Sous les dorures du Palais de l’Unité à Yaoundé, la politique est parfois un art de la mise en scène où un simple geste de connivence vaut tous les démentis. Le 31 juillet 2026, à l’occasion d’une cérémonie solennelle de remise de médailles aux personnels du Secrétariat général, une séquence a captivé tous les regards : la marche en compagnie, main dans la main, de Ferdinand Ngoh Ngoh, Ministre d’État et Secrétaire général de la Présidence, et d’Oswald Baboke, Directeur adjoint du Cabinet civil.
Cette démonstration publique de proximité a immédiatement provoqué une onde de choc dans le landerneau politique camerounais, tant les réseaux sociaux et la presse d’opinion s’attachaient à dépeindre les deux hommes en rivaux implacables. Simple opération de communication pour rassurer les observateurs ou véritable signal d’apaisement institutionnel ? Décryptage d’un moment politique hautement symbolique.
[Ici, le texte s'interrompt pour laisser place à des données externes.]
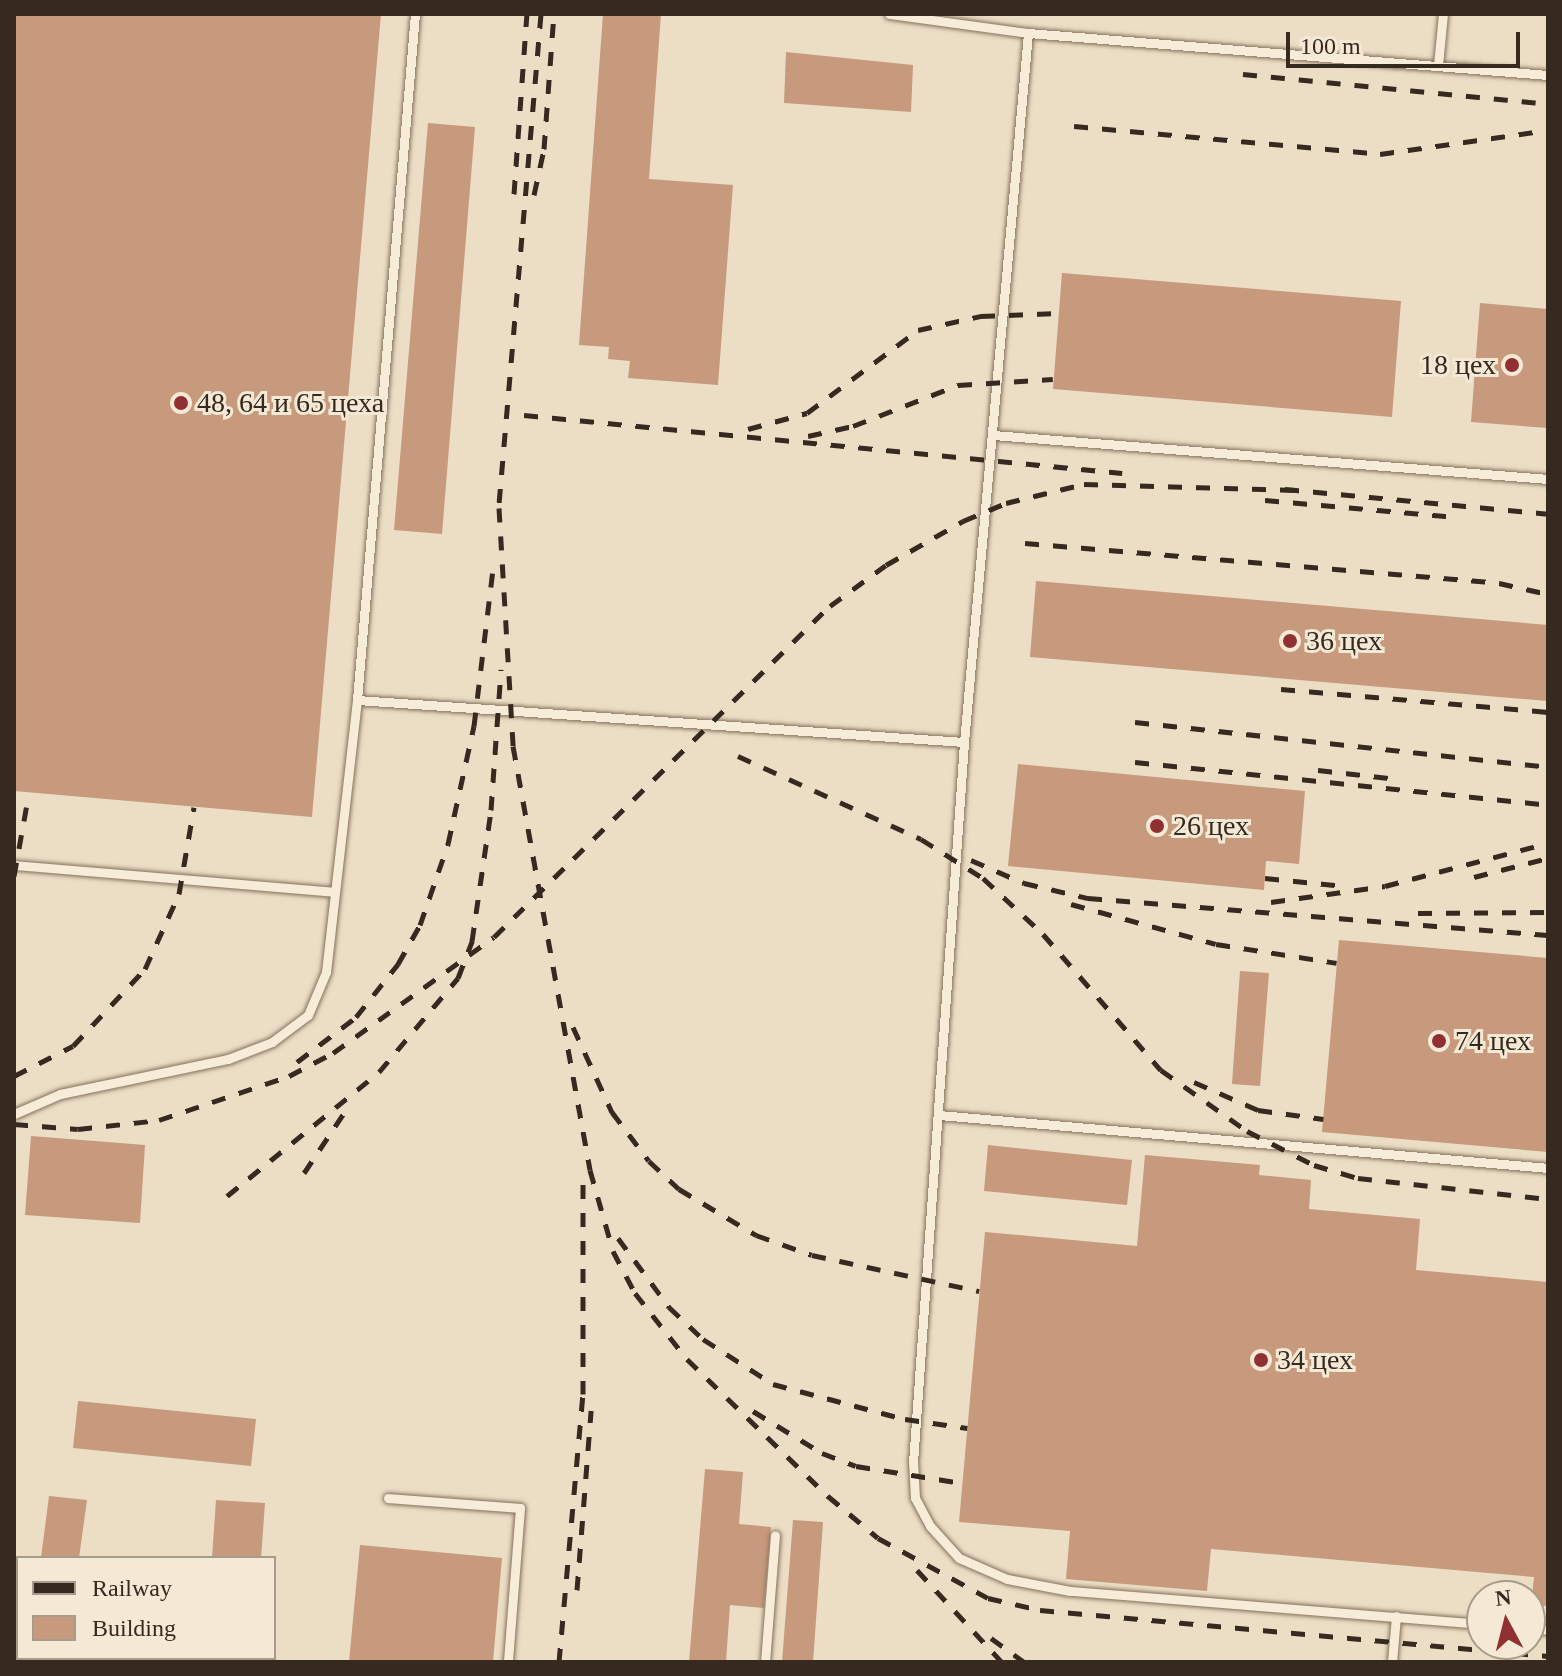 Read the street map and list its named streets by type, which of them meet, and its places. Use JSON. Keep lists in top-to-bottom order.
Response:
{
  "places": [
    "18 цех",
    "48, 64 и 65 цеха",
    "36 цех",
    "26 цех",
    "74 цех",
    "34 цех"
  ],
  "legend": ["Railway", "Building"],
  "scale_bar": "100 m",
  "north": "top"
}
La réalité contre la fiction numérique : le choc du 31 juillet
Depuis de longs mois, la sphère numérique et divers cercles politiques alimentent le récit d’une guerre froide destructrice au sein de l’appareil d’État. Les deux hauts fonctionnaires étaient régulièrement présentés comme les têtes de pont de factions rivales — issues du fameux « clan Nanga » —, se livrant à une lutte d’influence acharnée pour le contrôle des leviers stratégiques (sécurité, finances, administration) dans la perspective d’une transition présidentielle.
Pourtant, sous les yeux des corps constitués et des invités de la Présidence, c’est un front uni qu’ont affiché les deux hommes. En marchant côte à côte et main dans la main, ils ont envoyé un message clair à l’administration : au-delà des spéculations de couloir et des rumeurs de palais, la discipline d’appareil et la continuité de l’État restent de mise.
Une séquence sur fond de tensions judiciaires et politiques
Si cette apparition publique a autant surpris, c’est qu’elle intervient dans un climat particulièrement lourd, marqué par plusieurs zones de turbulences au sommet de l’État :
- Des convocations judiciaires scrutées : Les récentes auditions d’Oswald Baboke par le Tribunal criminel spécial (TCS), notamment dans le cadre d’enquêtes sur des irrégularités dans le secteur aurifère ou l’affaire rocambolesque du faux décret présidentiel de juin 2026, ont abondamment nourri les scénarios de règlements de comptes internes.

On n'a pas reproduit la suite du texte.